I knew a few of the moms. In fact. They had been moms in my classroom that year. And even though that class and those families and those moms. They were part of a special, maybe even magical year unlike any I had ever had in my 20 years of teaching. I did not know if I could meet. Once a week. And share my heart and hurts and struggles.


But since I do not back out of commitments. I showed up that Tuesday morning. And almost every Tuesday thereafter. Throughout the summer. Sitting. Listening. Smiling. Tears falling as we prayed. But never sharing or praying.


Yet every week. Peace overwhelmed me. Sitting there with these women. And I could breathe. Like coming up out of the water. After being held under. Gasping for air and quietly, slowing calming. For that hour or two.


Then. One Tuesday. I shared. And prayed. And these women, some who I hardly knew, others who only knew me as their daughter’s teacher. Became part of my tribe.


We started calling ourselves the “Tuesday Tribe”. Texting prayers and encouragement. Walking through daily life together. And once the school year started, though the Tuesday prayer group ended, we began something new. Texts reminding each of other of school activities. Meeting for dinners and talks. Popping into classrooms for hugs and talks.

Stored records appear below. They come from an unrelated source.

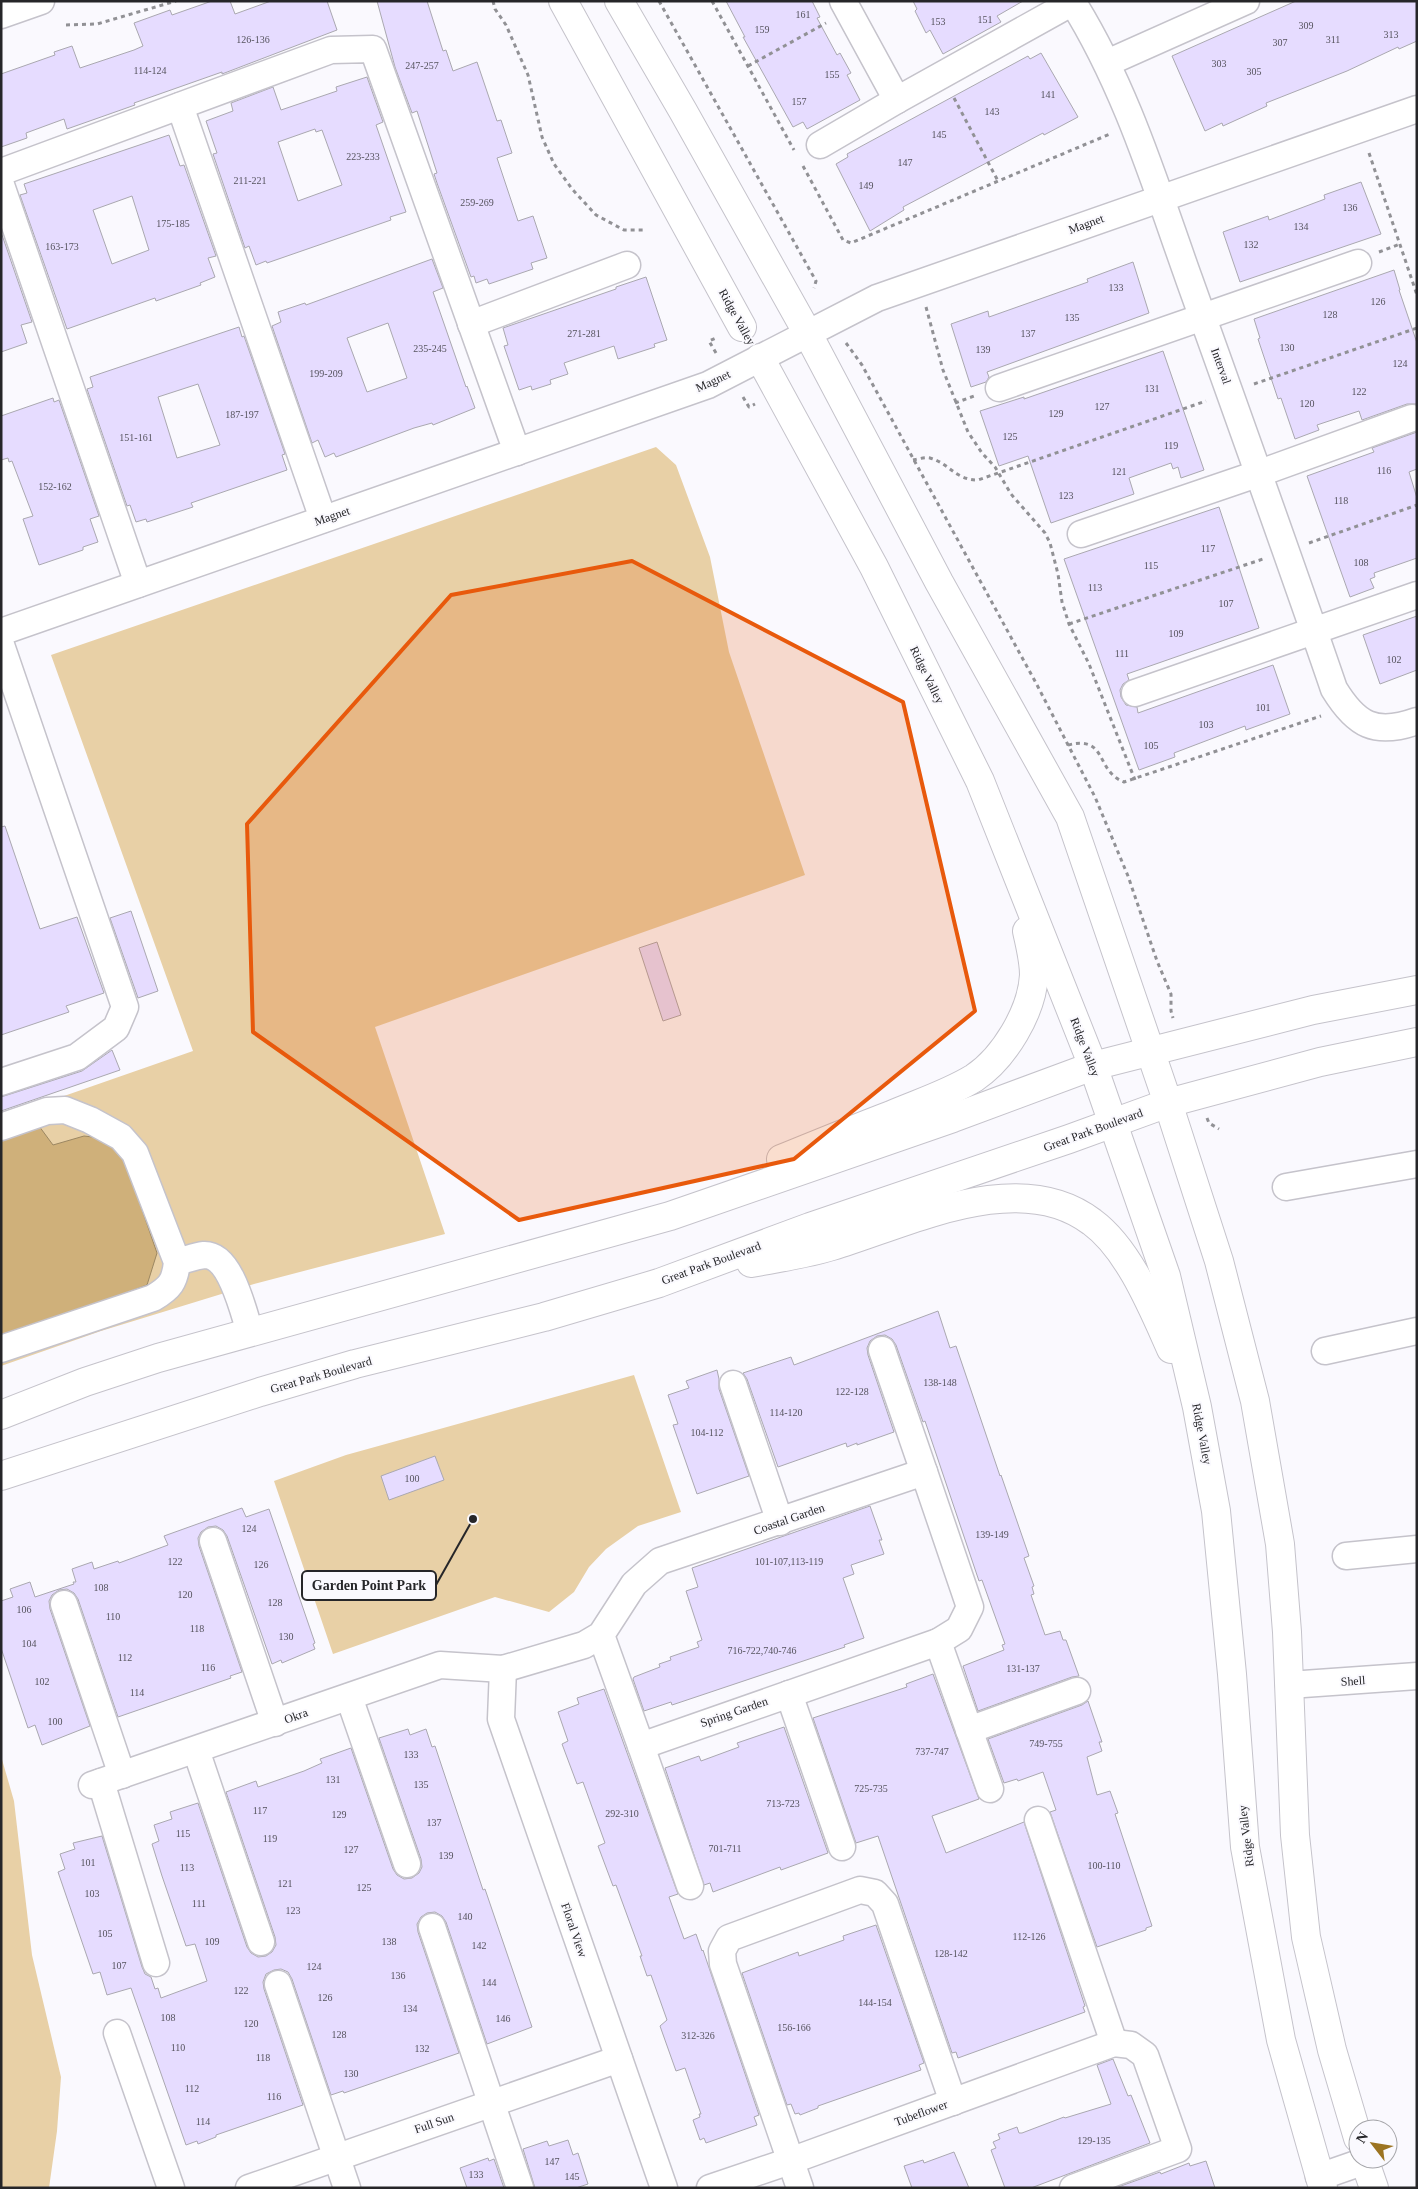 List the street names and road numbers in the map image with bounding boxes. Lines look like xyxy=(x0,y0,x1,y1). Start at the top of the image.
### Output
street label: Magnet xyxy=(1066,211,1106,237)
street label: Ridge Valley xyxy=(716,286,758,348)
street label: Interval xyxy=(1208,346,1234,387)
street label: Magnet xyxy=(693,367,733,395)
street label: Magnet xyxy=(312,503,352,529)
street label: Ridge Valley xyxy=(907,644,947,706)
street label: Ridge Valley xyxy=(1067,1015,1103,1079)
street label: Great Park Boulevard xyxy=(1041,1106,1145,1154)
street label: Great Park Boulevard xyxy=(659,1239,763,1287)
street label: Great Park Boulevard xyxy=(269,1354,373,1396)
street label: Ridge Valley xyxy=(1189,1402,1215,1466)
street label: Coastal Garden xyxy=(752,1500,826,1538)
street label: Shell xyxy=(1340,1673,1366,1689)
street label: Spring Garden xyxy=(698,1694,770,1730)
street label: Okra xyxy=(282,1705,310,1727)
street label: Ridge Valley xyxy=(1235,1804,1257,1868)
street label: Floral View xyxy=(558,1901,590,1959)
street label: Tubeflower xyxy=(893,2097,949,2129)
street label: Full Sun xyxy=(412,2110,456,2136) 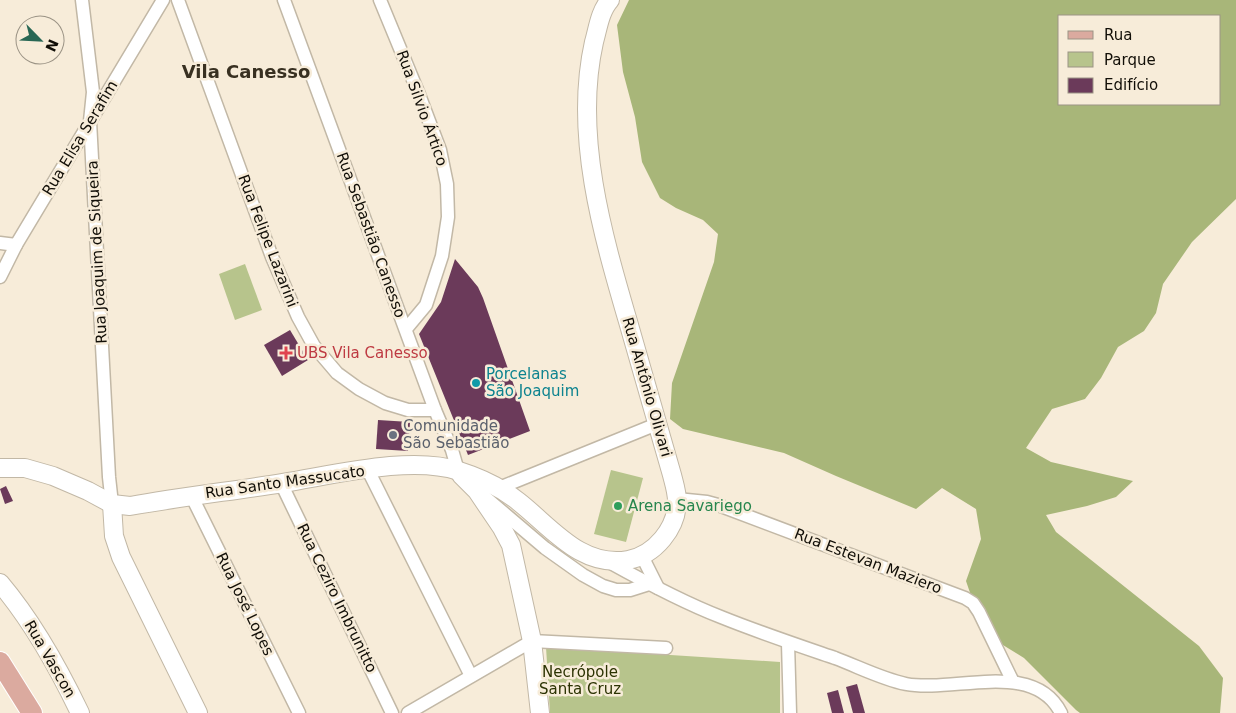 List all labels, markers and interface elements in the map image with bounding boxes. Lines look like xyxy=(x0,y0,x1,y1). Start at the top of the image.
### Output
north arrow xyxy=(15,15,65,65)
legend xyxy=(1058,15,1221,105)
text: Rua xyxy=(1104,26,1132,44)
text: N xyxy=(42,37,62,54)
street label: Rua Silvio Ártico xyxy=(393,47,452,168)
text: Parque xyxy=(1104,51,1156,69)
district label: Vila Canesso xyxy=(182,61,310,82)
text: Edifício xyxy=(1104,76,1158,94)
street label: Rua Elisa Serafim xyxy=(39,77,121,199)
street label: Rua Sebastião Canesso xyxy=(333,150,409,320)
street label: Rua Joaquim de Siqueira xyxy=(83,160,111,344)
street label: Rua Felipe Lazarini xyxy=(234,172,302,310)
street label: Rua Antônio Olivari xyxy=(618,315,676,459)
place label: UBS Vila Canesso xyxy=(297,344,428,362)
marker: UBS Vila Canesso xyxy=(279,346,293,360)
place label: Porcelanas São Joaquim xyxy=(486,365,579,400)
marker: Porcelanas São Joaquim xyxy=(470,377,482,389)
place label: Comunidade São Sebastião xyxy=(403,417,509,452)
marker: Comunidade São Sebastião xyxy=(387,429,399,441)
street label: Rua Santo Massucato xyxy=(204,462,366,502)
place label: Arena Savariego xyxy=(628,497,752,515)
marker: Arena Savariego xyxy=(612,500,624,512)
street label: Rua Ceziro Imbrunitto xyxy=(293,521,381,675)
street label: Rua Estevan Maziero xyxy=(792,525,944,597)
street label: Rua José Lopes xyxy=(212,550,278,659)
street label: Rua Vascon xyxy=(21,617,79,701)
park label: Necrópole Santa Cruz xyxy=(539,663,621,698)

So this Tribe. This Tuesday Tribe. I never knew how much I needed them. And because of them, I learned. There are all different kinds of tribes. God brings different people in our lives. Each with a different purpose. For us and for them. And when we have the opportunity to connect. To open up ourselves to a new tribe. As scary as it may seem. It may be that blessing. That lifeline. You’ve been praying for.